■ **Dataset entries**
·····

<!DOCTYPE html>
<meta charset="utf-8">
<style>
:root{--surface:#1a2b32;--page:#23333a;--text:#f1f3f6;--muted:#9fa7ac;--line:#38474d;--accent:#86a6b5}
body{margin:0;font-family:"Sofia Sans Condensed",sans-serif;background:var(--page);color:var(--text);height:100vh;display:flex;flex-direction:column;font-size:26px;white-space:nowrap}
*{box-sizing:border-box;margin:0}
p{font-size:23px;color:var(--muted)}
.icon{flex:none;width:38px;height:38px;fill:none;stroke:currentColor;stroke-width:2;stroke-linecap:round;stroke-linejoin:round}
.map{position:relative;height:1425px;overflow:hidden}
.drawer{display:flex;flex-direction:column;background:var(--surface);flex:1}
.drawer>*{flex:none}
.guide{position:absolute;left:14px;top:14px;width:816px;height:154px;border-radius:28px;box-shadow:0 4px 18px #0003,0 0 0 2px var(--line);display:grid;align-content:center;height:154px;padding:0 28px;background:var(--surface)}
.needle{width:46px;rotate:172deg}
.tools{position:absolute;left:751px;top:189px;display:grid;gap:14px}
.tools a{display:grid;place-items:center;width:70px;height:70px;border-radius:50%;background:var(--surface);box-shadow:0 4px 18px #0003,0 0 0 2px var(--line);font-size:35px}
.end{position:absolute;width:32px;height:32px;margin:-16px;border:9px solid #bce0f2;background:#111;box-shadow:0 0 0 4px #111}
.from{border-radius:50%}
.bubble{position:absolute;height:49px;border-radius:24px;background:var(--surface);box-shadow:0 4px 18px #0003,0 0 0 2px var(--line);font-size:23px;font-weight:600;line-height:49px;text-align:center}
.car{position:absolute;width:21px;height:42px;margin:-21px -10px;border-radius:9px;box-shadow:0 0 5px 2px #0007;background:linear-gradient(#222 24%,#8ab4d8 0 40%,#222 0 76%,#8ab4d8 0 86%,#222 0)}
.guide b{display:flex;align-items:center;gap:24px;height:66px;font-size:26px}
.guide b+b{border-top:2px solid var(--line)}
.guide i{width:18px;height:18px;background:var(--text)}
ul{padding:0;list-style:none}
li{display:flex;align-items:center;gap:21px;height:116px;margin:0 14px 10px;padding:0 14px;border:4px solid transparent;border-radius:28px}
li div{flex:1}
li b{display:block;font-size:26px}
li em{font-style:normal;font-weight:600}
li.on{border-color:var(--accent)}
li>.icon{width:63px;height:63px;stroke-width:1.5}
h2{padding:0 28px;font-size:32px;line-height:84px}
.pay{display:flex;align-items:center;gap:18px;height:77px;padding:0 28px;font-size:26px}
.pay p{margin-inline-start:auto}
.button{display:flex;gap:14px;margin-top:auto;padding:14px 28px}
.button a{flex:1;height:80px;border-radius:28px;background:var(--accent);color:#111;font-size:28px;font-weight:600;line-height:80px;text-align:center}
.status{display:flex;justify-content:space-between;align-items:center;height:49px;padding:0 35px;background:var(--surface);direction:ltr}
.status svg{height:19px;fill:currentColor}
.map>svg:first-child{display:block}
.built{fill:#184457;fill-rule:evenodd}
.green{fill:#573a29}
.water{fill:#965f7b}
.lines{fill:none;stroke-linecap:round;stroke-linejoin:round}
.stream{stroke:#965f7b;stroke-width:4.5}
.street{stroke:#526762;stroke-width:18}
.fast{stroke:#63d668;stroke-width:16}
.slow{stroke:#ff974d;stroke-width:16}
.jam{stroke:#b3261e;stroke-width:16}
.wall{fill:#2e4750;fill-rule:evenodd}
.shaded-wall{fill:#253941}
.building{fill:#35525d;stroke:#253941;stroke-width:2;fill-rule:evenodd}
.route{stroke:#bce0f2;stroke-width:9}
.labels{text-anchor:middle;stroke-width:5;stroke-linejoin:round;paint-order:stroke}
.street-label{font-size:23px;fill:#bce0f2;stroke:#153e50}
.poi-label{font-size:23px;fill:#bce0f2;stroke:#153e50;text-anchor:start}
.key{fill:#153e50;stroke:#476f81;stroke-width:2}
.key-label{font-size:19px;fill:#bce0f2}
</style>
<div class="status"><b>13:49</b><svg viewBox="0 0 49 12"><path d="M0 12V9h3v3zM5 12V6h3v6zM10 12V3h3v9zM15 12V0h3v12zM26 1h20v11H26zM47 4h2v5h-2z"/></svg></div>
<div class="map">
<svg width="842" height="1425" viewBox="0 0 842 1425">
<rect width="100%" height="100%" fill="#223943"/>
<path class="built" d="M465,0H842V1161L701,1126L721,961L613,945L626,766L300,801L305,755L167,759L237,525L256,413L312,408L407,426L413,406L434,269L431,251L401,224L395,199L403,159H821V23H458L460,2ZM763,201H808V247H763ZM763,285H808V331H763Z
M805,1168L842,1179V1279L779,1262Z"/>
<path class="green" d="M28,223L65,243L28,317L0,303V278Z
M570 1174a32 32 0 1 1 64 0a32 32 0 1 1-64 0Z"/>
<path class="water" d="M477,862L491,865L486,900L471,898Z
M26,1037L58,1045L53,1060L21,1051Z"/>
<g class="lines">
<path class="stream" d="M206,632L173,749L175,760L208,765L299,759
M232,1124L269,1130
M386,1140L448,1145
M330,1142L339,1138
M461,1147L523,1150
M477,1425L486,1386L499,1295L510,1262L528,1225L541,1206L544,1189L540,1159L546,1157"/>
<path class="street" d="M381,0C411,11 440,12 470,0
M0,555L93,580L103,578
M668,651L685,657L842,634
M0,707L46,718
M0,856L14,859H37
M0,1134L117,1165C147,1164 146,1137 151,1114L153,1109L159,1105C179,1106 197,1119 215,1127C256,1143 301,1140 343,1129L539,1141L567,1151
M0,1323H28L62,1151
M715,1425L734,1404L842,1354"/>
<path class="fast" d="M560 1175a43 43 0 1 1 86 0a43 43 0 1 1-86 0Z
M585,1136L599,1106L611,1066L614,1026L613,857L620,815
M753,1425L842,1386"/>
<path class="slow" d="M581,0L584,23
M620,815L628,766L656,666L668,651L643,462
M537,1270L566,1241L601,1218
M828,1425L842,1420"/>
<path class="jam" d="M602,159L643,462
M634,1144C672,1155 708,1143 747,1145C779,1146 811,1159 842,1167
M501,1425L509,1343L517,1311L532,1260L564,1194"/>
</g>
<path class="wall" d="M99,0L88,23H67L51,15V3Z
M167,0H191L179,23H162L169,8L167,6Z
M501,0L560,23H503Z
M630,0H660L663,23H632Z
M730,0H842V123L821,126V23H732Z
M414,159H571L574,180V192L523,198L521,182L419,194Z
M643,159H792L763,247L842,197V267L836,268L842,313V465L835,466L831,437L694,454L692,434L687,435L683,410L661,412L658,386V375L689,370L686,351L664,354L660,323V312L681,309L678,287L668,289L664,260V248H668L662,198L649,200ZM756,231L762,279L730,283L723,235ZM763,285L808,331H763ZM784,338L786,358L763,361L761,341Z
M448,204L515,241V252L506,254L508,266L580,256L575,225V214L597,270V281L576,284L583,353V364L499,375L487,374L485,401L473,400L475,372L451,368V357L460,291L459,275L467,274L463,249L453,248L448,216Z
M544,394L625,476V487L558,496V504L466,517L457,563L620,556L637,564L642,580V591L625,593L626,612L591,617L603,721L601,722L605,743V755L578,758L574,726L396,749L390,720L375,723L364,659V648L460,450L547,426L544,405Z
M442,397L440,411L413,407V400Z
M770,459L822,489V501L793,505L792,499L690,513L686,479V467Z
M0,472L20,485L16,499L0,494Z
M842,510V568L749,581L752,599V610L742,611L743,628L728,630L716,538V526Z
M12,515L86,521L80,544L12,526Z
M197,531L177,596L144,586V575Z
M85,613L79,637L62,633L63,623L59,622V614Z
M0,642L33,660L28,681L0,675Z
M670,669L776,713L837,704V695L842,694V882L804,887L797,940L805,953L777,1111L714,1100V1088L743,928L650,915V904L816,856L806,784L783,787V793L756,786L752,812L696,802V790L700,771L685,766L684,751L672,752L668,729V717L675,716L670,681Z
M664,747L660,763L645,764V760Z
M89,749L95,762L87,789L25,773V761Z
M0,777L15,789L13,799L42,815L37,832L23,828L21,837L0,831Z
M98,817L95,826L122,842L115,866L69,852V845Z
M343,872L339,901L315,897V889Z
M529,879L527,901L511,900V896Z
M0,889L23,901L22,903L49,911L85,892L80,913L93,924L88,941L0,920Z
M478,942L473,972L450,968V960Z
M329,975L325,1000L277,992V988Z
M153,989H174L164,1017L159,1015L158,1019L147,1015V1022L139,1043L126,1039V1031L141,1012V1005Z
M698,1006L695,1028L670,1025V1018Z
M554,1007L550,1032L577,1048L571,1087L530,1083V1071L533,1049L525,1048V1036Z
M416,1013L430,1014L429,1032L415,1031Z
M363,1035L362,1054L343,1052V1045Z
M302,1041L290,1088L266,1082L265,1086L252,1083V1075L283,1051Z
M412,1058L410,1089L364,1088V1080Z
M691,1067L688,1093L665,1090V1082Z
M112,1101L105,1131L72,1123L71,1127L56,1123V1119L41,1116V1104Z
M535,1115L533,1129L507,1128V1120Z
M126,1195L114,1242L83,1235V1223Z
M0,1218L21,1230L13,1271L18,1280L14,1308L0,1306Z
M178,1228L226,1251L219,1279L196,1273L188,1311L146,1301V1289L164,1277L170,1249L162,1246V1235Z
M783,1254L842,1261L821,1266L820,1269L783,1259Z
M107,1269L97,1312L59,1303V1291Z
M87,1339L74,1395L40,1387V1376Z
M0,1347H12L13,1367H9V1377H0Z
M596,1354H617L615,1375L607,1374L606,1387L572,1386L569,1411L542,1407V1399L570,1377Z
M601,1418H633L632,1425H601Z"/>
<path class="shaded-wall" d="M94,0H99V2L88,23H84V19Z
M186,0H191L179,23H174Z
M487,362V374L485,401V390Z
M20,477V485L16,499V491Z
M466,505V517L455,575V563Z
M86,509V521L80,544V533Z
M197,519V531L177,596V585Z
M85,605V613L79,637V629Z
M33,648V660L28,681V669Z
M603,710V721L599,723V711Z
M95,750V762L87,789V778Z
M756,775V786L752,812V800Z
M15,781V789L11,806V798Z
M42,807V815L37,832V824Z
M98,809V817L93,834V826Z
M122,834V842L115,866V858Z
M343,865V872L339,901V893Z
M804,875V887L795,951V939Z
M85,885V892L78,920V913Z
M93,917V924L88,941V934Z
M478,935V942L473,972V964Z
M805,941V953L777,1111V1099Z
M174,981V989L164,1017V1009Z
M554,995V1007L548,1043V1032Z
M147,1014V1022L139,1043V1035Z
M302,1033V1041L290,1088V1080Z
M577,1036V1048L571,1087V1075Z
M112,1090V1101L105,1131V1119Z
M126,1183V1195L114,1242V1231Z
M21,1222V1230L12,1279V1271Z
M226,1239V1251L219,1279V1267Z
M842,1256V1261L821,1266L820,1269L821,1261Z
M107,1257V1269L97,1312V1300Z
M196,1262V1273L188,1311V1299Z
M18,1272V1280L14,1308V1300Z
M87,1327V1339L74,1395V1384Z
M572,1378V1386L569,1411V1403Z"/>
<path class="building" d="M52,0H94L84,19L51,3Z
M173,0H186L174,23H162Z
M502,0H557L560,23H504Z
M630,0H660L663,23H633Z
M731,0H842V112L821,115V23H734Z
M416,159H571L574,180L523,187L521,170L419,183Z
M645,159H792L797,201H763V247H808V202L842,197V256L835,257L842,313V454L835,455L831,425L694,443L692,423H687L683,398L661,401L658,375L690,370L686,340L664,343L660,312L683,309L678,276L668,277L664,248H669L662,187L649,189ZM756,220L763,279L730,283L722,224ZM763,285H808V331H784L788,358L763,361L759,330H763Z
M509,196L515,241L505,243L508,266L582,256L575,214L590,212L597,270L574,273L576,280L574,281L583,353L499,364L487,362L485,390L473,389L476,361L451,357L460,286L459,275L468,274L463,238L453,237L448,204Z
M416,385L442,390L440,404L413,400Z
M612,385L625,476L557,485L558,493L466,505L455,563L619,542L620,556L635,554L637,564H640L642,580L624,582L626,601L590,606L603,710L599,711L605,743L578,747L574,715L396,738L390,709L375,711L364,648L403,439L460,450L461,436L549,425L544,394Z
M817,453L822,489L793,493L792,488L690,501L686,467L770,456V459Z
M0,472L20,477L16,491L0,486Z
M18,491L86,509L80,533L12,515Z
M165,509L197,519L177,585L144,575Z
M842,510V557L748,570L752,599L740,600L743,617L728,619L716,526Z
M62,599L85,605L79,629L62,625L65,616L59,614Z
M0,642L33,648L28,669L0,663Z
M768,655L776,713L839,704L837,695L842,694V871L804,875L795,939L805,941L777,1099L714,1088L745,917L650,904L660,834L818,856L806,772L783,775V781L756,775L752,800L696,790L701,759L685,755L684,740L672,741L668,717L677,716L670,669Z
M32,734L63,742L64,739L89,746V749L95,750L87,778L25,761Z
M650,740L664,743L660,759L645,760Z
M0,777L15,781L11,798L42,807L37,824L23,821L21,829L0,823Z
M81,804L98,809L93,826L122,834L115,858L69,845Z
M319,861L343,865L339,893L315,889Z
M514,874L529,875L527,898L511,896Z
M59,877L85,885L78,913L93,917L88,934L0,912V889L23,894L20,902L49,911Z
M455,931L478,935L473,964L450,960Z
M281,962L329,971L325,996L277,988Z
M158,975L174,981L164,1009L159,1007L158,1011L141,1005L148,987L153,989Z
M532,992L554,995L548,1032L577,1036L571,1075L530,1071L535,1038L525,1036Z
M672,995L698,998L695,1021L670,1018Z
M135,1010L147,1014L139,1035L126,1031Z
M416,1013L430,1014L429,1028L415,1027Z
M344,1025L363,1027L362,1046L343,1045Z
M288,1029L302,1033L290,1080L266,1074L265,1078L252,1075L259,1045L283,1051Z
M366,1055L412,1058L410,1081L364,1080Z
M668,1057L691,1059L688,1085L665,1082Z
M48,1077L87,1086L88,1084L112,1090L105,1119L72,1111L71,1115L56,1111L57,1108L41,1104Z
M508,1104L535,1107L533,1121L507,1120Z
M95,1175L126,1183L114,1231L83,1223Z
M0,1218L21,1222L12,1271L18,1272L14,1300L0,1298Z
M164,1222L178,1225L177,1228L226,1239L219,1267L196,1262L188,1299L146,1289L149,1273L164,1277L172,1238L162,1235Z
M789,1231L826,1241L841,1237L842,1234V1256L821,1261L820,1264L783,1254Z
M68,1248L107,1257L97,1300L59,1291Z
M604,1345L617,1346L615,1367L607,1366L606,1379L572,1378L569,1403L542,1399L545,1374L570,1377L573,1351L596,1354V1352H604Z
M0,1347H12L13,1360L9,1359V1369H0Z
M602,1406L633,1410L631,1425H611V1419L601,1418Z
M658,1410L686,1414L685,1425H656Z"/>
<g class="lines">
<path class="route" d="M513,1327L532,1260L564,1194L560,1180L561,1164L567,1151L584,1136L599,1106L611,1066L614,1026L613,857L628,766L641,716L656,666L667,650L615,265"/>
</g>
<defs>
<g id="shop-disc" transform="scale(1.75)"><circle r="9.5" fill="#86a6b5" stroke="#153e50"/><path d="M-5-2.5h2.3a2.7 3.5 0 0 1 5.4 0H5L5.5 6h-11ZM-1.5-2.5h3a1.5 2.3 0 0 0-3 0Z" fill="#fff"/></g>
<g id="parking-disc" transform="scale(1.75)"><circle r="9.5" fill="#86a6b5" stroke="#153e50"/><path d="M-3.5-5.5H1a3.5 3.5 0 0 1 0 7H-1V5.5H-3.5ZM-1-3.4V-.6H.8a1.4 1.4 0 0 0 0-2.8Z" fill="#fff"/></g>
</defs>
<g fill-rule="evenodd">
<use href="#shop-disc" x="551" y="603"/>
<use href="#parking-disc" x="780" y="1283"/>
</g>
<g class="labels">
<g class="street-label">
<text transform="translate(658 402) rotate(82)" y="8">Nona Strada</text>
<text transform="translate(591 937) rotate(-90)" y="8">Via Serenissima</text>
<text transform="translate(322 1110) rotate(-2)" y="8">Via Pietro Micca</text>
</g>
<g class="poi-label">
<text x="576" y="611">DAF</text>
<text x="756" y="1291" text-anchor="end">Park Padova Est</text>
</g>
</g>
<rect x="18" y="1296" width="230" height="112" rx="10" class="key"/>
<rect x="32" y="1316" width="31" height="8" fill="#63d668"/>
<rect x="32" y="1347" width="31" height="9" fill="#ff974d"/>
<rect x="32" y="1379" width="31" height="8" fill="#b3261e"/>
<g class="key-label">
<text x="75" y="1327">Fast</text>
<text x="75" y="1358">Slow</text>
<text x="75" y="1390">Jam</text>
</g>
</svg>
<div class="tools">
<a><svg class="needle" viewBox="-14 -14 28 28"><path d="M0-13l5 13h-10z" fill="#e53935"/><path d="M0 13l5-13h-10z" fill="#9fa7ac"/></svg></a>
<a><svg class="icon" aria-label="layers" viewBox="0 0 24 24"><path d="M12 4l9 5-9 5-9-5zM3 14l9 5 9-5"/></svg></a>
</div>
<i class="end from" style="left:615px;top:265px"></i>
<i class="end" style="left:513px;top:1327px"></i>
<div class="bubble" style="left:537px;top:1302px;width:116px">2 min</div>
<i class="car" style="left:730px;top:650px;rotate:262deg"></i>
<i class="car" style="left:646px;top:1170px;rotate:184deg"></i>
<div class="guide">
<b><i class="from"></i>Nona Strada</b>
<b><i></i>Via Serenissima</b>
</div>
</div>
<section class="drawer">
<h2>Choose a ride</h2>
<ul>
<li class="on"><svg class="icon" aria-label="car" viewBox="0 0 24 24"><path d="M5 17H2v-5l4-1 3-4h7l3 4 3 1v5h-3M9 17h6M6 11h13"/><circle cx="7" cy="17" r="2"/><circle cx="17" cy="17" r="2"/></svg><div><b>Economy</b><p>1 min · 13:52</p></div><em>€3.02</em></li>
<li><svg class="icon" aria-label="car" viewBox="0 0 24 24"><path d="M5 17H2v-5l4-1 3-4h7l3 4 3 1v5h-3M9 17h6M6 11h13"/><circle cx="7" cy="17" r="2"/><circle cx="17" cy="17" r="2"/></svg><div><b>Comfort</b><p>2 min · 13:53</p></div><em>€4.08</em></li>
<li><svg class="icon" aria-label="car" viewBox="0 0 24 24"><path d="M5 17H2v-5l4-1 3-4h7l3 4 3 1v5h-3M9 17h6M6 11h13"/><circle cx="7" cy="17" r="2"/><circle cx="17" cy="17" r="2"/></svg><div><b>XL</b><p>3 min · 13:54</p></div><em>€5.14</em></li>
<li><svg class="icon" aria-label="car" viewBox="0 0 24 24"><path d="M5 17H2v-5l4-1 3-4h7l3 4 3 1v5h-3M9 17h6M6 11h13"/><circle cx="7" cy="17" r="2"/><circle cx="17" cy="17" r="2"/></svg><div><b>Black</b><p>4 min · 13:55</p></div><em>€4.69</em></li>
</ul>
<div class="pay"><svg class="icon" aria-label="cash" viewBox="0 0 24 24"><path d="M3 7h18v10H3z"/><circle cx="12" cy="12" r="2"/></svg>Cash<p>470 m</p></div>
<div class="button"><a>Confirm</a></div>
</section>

·····

■ **What you should do**
Tell how many lines of the data above contain the word "shadow", giving the number by itself.

■ **Result of the task**
5